-- Input for this task --

Content starts

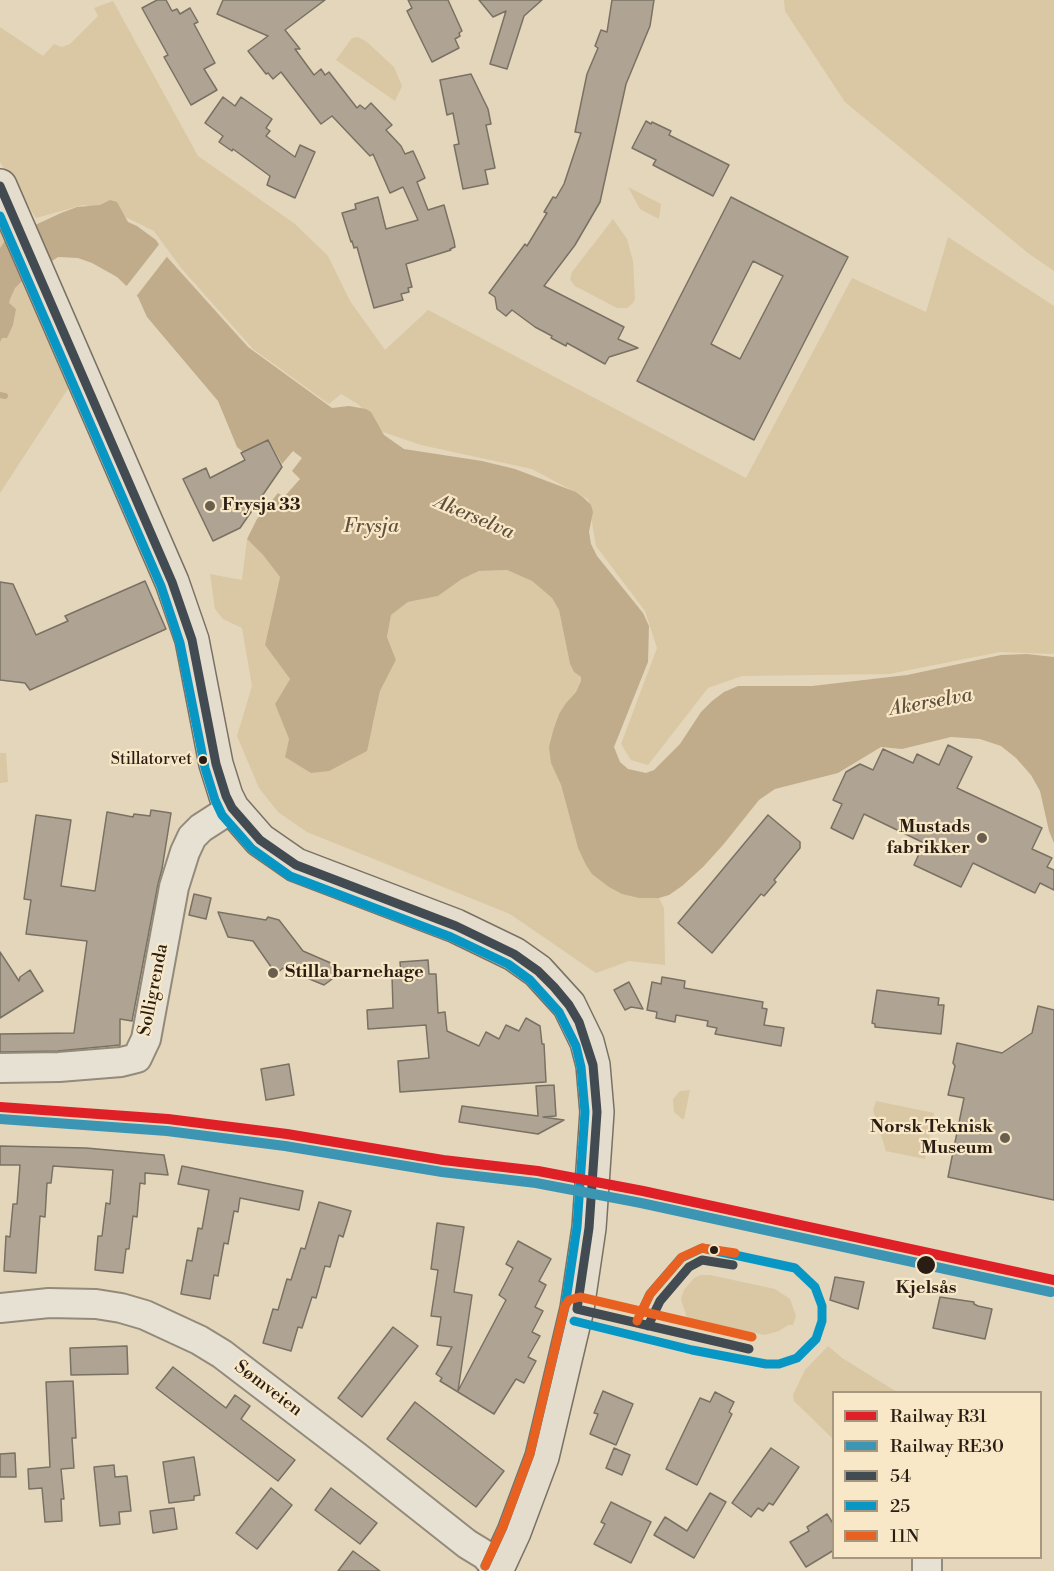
<!DOCTYPE html>
<html>
<head>
<meta charset="utf-8">
<style>
	body { margin:0 }
	#map { position:relative; width:1054px; height:1571px; overflow:hidden; background:#e4d6bb; font-family:"Libre Bodoni",serif }
	canvas { display:block }
	.legend { position:absolute; left:832px; top:1391px; width:210px; height:168px; box-sizing:border-box; background:#f8e8c8; border:2px solid #a59780; margin:0; padding:8px 10px; list-style:none; font-size:18px; color:#291d14 }
	.legend li { display:flex; align-items:center; gap:12px; height:30px }
	.legend b { width:30px; border:2px solid #a59780 }
</style>
</head>
<body>
<div id="map">
<canvas width="1054" height="1571"></canvas>
<ul class="legend">
<li><b style="height:8px;background:#df2027"></b>Railway R31</li>
<li><b style="height:8px;background:#3c95b2"></b>Railway RE30</li>
<li><b style="height:8px;background:#424a52"></b>54</li>
<li><b style="height:8px;background:#0897c5"></b>25</li>
<li><b style="height:8px;background:#e86121"></b>11N</li>
</ul>
</div>
<script>
const g = document.querySelector('canvas').getContext('2d');
g.lineJoin = 'round';
function paint(path, color) {
  g.fillStyle = color;
  g.fill(path, 'evenodd');
}
function poly(rows) {
  const path = new Path2D();
  for (const r of rows) {
    path.moveTo(r[0], r[1]);
    for (let i = 2; i < r.length; i += 2) path.lineTo(r[i], r[i + 1]);
  }
  return path;
}
function stroke(path, color, width, dash) {
  g.strokeStyle = color;
  g.lineWidth = width;
  g.lineCap = dash ? 'butt' : 'round';
  g.setLineDash(dash || []);
  g.stroke(path);
}
function write(font, color, halo, rows, align = 'center') {
  g.font = font + ' "Libre Bodoni",serif';
  g.lineWidth = 4.5;
  g.setLineDash([]);
  g.textBaseline = 'middle';
  g.strokeStyle = halo;
  g.fillStyle = color;
  for (const [text, x, y, turn = 0] of rows) {
    g.save();
    g.translate(x, y);
    g.rotate((+turn || 0) * Math.PI / 180);
    g.textAlign = isNaN(turn) ? turn : align;
    if (halo) g.strokeText(text, 0, 0);
    g.fillText(text, 0, 0);
    g.restore();
  }
}
paint(poly([
	[784,0,1054,0,1054,271,1028,253,845,102,785,11],
	[113,1,198,156,295,224,328,256,350,301,385,350,428,310,746,478,852,278,926,312,948,237,1054,306,1054,654,1000,652,889,674,742,676,708,688,648,765,631,760,621,744,657,648,645,611,596,546,588,499,532,469,421,445,383,432,358,404,341,394,329,404,253,349,181,268,154,231,109,209,83,205,36,218,0,162,0,27,43,56,54,44,62,47,70,44,98,16,94,8],
	[358,37,367,42,394,67,402,86,395,101,336,60,352,38],
	[628,187,661,204,659,219,640,209],
	[613,219,627,239,633,261,635,299,633,303,627,308,617,308,575,286,570,279,572,272],
	[0,222,73,381,0,493],
	[247,539,263,555,280,577,265,645,290,679,275,704,289,739,285,757,373,725,380,691,396,660,387,637,391,615,408,602,438,596,462,579,479,571,507,570,532,581,552,598,559,610,570,664,574,672,581,677,581,681,576,692,566,703,551,762,561,785,578,848,639,898,659,898,664,908,665,965,629,961,596,973,510,914,307,832,278,812,259,788,237,736,252,686,242,628,223,619,215,609,210,574,242,580],
	[0,753,6,753,8,782,0,783],
	[690,1090,684,1119,682,1119,674,1112,673,1099,680,1091],
	[876,1101,934,1113,925,1159,886,1151,873,1110],
	[700,1275,710,1275,775,1289,790,1299,796,1316,793,1325,788,1325,779,1331,764,1335,687,1318,681,1299,684,1290,694,1278],
	[828,1346,842,1358,897,1392,834,1392,833,1439,794,1401,793,1395,805,1370]
]), '#dac7a3');
paint(poly([
	[110,200,117,202,128,222,137,226,156,240,167,257,248,347,332,408,349,406,366,409,371,412,384,435,404,449,482,461,515,469,576,492,584,498,591,505,593,512,589,532,591,544,597,556,643,613,649,626,648,662,614,747,620,762,628,769,646,773,654,770,680,744,701,712,712,701,724,692,738,686,812,686,907,675,1001,655,1027,654,1054,657,1054,843,1049,831,1040,791,1031,775,1016,758,1001,746,980,739,951,737,902,749,881,747,838,773,775,789,759,800,723,845,703,867,682,886,669,895,659,898,639,898,622,894,609,887,592,874,586,865,578,848,561,785,551,763,549,747,553,731,559,714,566,703,576,692,581,681,581,677,574,672,570,664,559,610,552,598,532,581,507,570,479,571,462,579,438,596,408,602,391,615,387,637,396,660,380,691,367,751,329,771,311,773,285,757,289,739,275,704,290,679,265,645,280,577,263,555,247,539,257,519,278,493,284,497,300,479,292,471,302,458,293,451,282,464,269,441,244,453,237,447,218,401,147,317,138,297,117,277,92,263,78,258,58,257,21,282,15,288,10,299,9,303,16,309,13,325,7,338,2,338,0,342,0,248,7,238,61,213,77,207,100,205]
]), '#c0ac8b');
paint(poly([
	[161,242,169,254,135,298,125,288]
]), '#e4d6bb');
stroke(poly([
	[0,395,5,396]
]), '#c0ac8b', 6);
const building = poly([
	[157,0,166,0,172,11,177,9,180,14,190,8,198,22,194,24,215,63,204,69,217,90,191,105,164,57,168,55,142,8,157,0],
	[223,0,325,0,285,30,300,49,295,49,314,75,321,69,325,75,329,72,357,108,360,105,365,109,371,103,392,125,386,130,401,146,405,154,413,151,419,164,425,178,417,182,428,210,444,205,454,241,455,247,450,249,451,250,406,264,412,287,408,288,409,292,401,294,403,300,374,308,357,247,354,248,352,241,351,242,342,213,356,209,355,204,378,197,386,229,418,220,403,187,390,193,373,154,370,156,332,116,321,124,281,72,273,79,268,73,266,74,248,51,268,36,217,14,223,0],
	[408,0,448,0,462,31,459,33,460,36,455,39,459,48,432,62,407,11,412,8,408,0],
	[479,0,542,0,524,16,507,69,490,64,506,11,493,17,479,0],
	[612,0,654,0,650,26,626,84,600,202,575,245,544,286,624,327,618,339,638,348,609,357,605,364,567,343,566,346,551,338,552,336,535,327,512,310,506,316,497,309,495,297,489,293,525,244,527,246,547,213,544,212,553,197,556,198,564,184,581,133,575,132,587,74,598,48,595,46,601,30,607,32,612,0],
	[471,74,488,109,491,124,486,125,495,168,485,170,488,184,463,189,454,145,459,144,453,113,447,115,440,80,471,74],
	[223,97,235,106,241,97,272,119,266,128,270,131,266,136,295,157,300,145,315,152,295,198,267,185,270,176,233,149,232,151,219,142,223,136,205,123,223,97],
	[646,121,651,124,652,122,671,131,669,135,729,165,713,196,653,165,656,160,632,148,646,121],
	[731,197,848,257,754,440,637,381,731,197],
	[753,261,783,276,740,359,711,344,753,261],
	[268,440,282,467,240,528,213,541,183,479,206,468,210,478,245,460,241,453,268,440],
	[145,581,166,629,30,690,25,683,0,680,0,582,13,584,36,635,68,621,65,616,145,581],
	[948,745,972,757,957,788,1042,828,1032,849,1052,858,1047,867,1054,870,1054,890,1040,883,1035,893,973,863,961,887,914,865,924,843,864,814,853,839,831,828,842,804,833,800,846,772,860,764,873,770,883,749,913,763,917,754,939,765,948,745],
	[151,810,171,813,162,869,158,884,132,1021,120,1019,120,1045,58,1051,0,1052,0,1034,74,1033,87,941,26,934,31,900,24,899,36,815,71,820,61,886,95,891,107,812,133,817,134,814,150,816,151,810],
	[768,815,800,842,800,848,774,880,776,882,764,896,761,894,712,953,678,923,768,815],
	[194,894,211,898,206,919,189,915,194,894],
	[218,912,266,920,268,917,279,920,303,951,333,964,335,977,324,985,283,968,276,974,253,941,228,937,218,912],
	[0,952,19,981,20,977,30,970,43,991,0,1018,0,952],
	[428,960,429,974,436,974,438,1013,445,1012,447,1031,479,1046,486,1032,499,1039,506,1025,519,1031,526,1018,540,1026,542,1044,544,1044,546,1082,400,1092,398,1061,429,1058,426,1025,368,1029,367,1010,393,1008,392,976,401,976,400,962,428,960],
	[662,977,685,981,684,988,763,1002,762,1008,767,1009,764,1025,784,1028,781,1046,715,1034,717,1028,707,1026,708,1021,676,1015,675,1022,656,1018,657,1012,647,1010,652,982,661,984,662,977],
	[629,982,643,1009,631,1007,625,1010,614,990,629,982],
	[877,990,939,998,938,1005,944,1005,941,1034,875,1027,875,1024,872,1023,877,990],
	[1038,1006,1054,1010,1054,1200,948,1177,964,1098,948,1095,955,1066,953,1063,957,1043,1002,1053,1032,1033,1038,1006],
	[289,1064,294,1095,266,1100,261,1069,289,1064],
	[554,1085,556,1116,543,1117,564,1120,538,1134,459,1122,462,1106,538,1116,536,1086,554,1085],
	[0,1146,86,1148,164,1155,168,1175,145,1173,145,1184,140,1183,137,1217,133,1216,129,1249,126,1249,123,1273,95,1270,98,1236,102,1236,106,1203,110,1204,113,1170,53,1166,51,1183,47,1183,45,1217,40,1216,36,1273,4,1271,6,1236,10,1237,13,1204,17,1204,20,1165,0,1165,0,1146],
	[182,1166,303,1191,299,1210,240,1198,238,1212,234,1211,228,1244,224,1243,218,1276,214,1275,210,1299,181,1294,187,1260,192,1261,198,1228,202,1229,209,1190,178,1184,182,1166],
	[319,1202,351,1211,343,1237,339,1235,330,1267,325,1266,316,1298,312,1297,302,1328,298,1327,291,1351,263,1343,273,1309,278,1310,287,1279,291,1280,301,1248,305,1249,319,1202],
	[437,1223,464,1227,454,1292,472,1295,458,1391,506,1300,499,1295,513,1268,506,1264,518,1241,551,1259,539,1281,546,1285,535,1307,543,1311,532,1332,540,1336,528,1357,536,1361,524,1383,516,1379,494,1414,440,1381,442,1378,436,1374,452,1347,437,1345,441,1317,431,1316,438,1270,431,1269,437,1223],
	[835,1277,864,1282,858,1309,830,1300,835,1277],
	[940,1297,974,1302,974,1304,978,1306,992,1309,985,1339,933,1328,940,1297],
	[393,1327,418,1346,362,1417,338,1398,393,1327],
	[127,1346,128,1374,71,1375,70,1348,127,1346],
	[173,1367,226,1408,235,1395,250,1406,241,1419,295,1460,278,1481,156,1388,173,1367],
	[73,1381,76,1438,72,1438,74,1468,61,1469,64,1499,61,1499,62,1521,45,1522,42,1488,29,1489,28,1469,50,1467,46,1382,73,1381],
	[603,1391,633,1404,616,1445,590,1434,598,1414,594,1413,603,1391],
	[715,1392,734,1402,729,1412,732,1414,697,1485,666,1469,700,1398,710,1402,715,1392],
	[415,1402,504,1471,476,1507,387,1439,415,1402],
	[614,1448,630,1455,622,1475,606,1468,614,1448],
	[771,1448,799,1467,773,1505,769,1503,763,1511,758,1508,751,1517,732,1503,771,1448],
	[15,1453,16,1477,0,1477,0,1454,15,1453],
	[194,1457,200,1495,194,1496,194,1500,169,1503,163,1462,194,1457],
	[114,1465,115,1477,127,1476,131,1511,119,1512,120,1524,100,1526,94,1467,114,1465],
	[271,1488,292,1505,257,1549,236,1533,271,1488],
	[331,1488,377,1523,360,1544,315,1510,331,1488],
	[710,1493,726,1502,694,1558,654,1535,665,1517,687,1531,710,1493],
	[611,1502,651,1522,631,1563,594,1544,605,1524,601,1522,611,1502],
	[174,1508,177,1529,153,1533,150,1511,174,1508],
	[827,1514,834,1525,834,1550,806,1567,790,1542,809,1531,807,1527,827,1514],
	[353,1551,380,1571,338,1571,353,1551]
]);
paint(building, '#afa493');
stroke(building, '#797163', 1.5);
const minor = poly([
	[0,1068,59,1067,121,1062,137,1058,146,1039,174,887,185,852,192,837,201,828,232,808],
	[0,1308,49,1303,96,1304,121,1308,145,1315,199,1340,222,1354,357,1457,467,1544,485,1555,497,1569],
	[927,1571,927,1558]
]);
const major = poly([
	[0,186,172,582,192,640,216,764,226,796,232,808,260,840,296,865,456,926,514,954,538,971,569,1005,587,1042,593,1065,597,1112,589,1228,577,1309,542,1457,514,1532,496,1571]
]);
stroke(minor, '#938a7a', 32);
stroke(major, '#797163', 36);
stroke(minor, '#e7e1d4', 28);
stroke(major, '#e4dccc', 33);
stroke(poly([
	[0,186,172,582,192,640,216,764,226,796,232,808,260,840,296,865,456,926,514,954,538,971,554,987,569,1005,579,1022,593,1065,597,1112,589,1228,577,1309],
	[577,1309,749,1349],
	[648,1326,660,1301,689,1267,702,1260,733,1265]
]), '#424a52', 9);
stroke(poly([
	[0,216,161,586,180,643,205,768,215,800,222,815,252,849,290,876,451,937,508,964,530,980,559,1012,576,1046,581,1067,585,1112,577,1227,565,1307,530,1454,503,1527,485,1566],
	[574,1321,692,1350,766,1364,779,1364,797,1358,816,1339,822,1321,822,1306,815,1287,795,1268,702,1248,681,1258,650,1294,641,1313]
]), '#0897c5', 9);
stroke(poly([
	[637,1321,650,1294,682,1257,702,1248,735,1253],
	[485,1566,503,1527,530,1454,565,1306,569,1300,580,1297,752,1337]
]), '#e86121', 9);
stroke(poly([
	[0,1107,168,1119,287,1134,443,1160,538,1171,643,1191,1054,1280]
]), '#df2027', 10);
stroke(poly([
	[0,1119,167,1131,285,1146,442,1172,536,1183,641,1203,1051,1292]
]), '#3c95b2', 10);
for (const [x, y, r, color] of [
	[210,506,6,"#6a5e4e"],
	[203,760,5,"#291d14"],
	[982,838,6,"#6a5e4e"],
	[273,973,6,"#6a5e4e"],
	[1005,1138,6,"#6a5e4e"],
	[714,1250,5,"#291d14"],
	[926,1265,10,"#291d14"]
]) {
  const dot = new Path2D();
  dot.arc(x, y, r, 0, 2 * Math.PI);
  g.fillStyle = color;
  g.fill(dot);
  stroke(dot, '#f8e8c8', 2);
}
write('16px', '#291d14', '#f8e8c8', [
	["Stillatorvet",192,760]
], 'right');
write('bold 18px', '#291d14', '#f8e8c8', [
	["Frysja 33",222,506],
	["Mustads",970,828,"right"],
	["fabrikker",970,849,"right"],
	["Stilla barnehage",285,973],
	["Norsk Teknisk",993,1128,"right"],
	["Museum",993,1149,"right"]
], 'left');
write('18px', '#291d14', '#f8e8c8', [
	["Solligrenda",154,990,-79],
	["Sømveien",268,1389,37]
]);
write('bold 18px', '#291d14', '#f8e8c8', [
	["Kjelsås",926,1289]
]);
write('italic 20px', '#5f4f3c', '#f8e8c8', [
	["Akerselva",474,518,23],
	["Frysja",371,527],
	["Akerselva",931,703,-10]
]);
</script>
</body>
</html>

Content ends

-- About this exercise --
Could you restate word for word the lines above from the one containing "g.fill(path, 'evenodd');" through the one containing "g.strokeStyle = color;", both included, and nothing else?

-- Your response --
  g.fill(path, 'evenodd');
}
function poly(rows) {
  const path = new Path2D();
  for (const r of rows) {
    path.moveTo(r[0], r[1]);
    for (let i = 2; i < r.length; i += 2) path.lineTo(r[i], r[i + 1]);
  }
  return path;
}
function stroke(path, color, width, dash) {
  g.strokeStyle = color;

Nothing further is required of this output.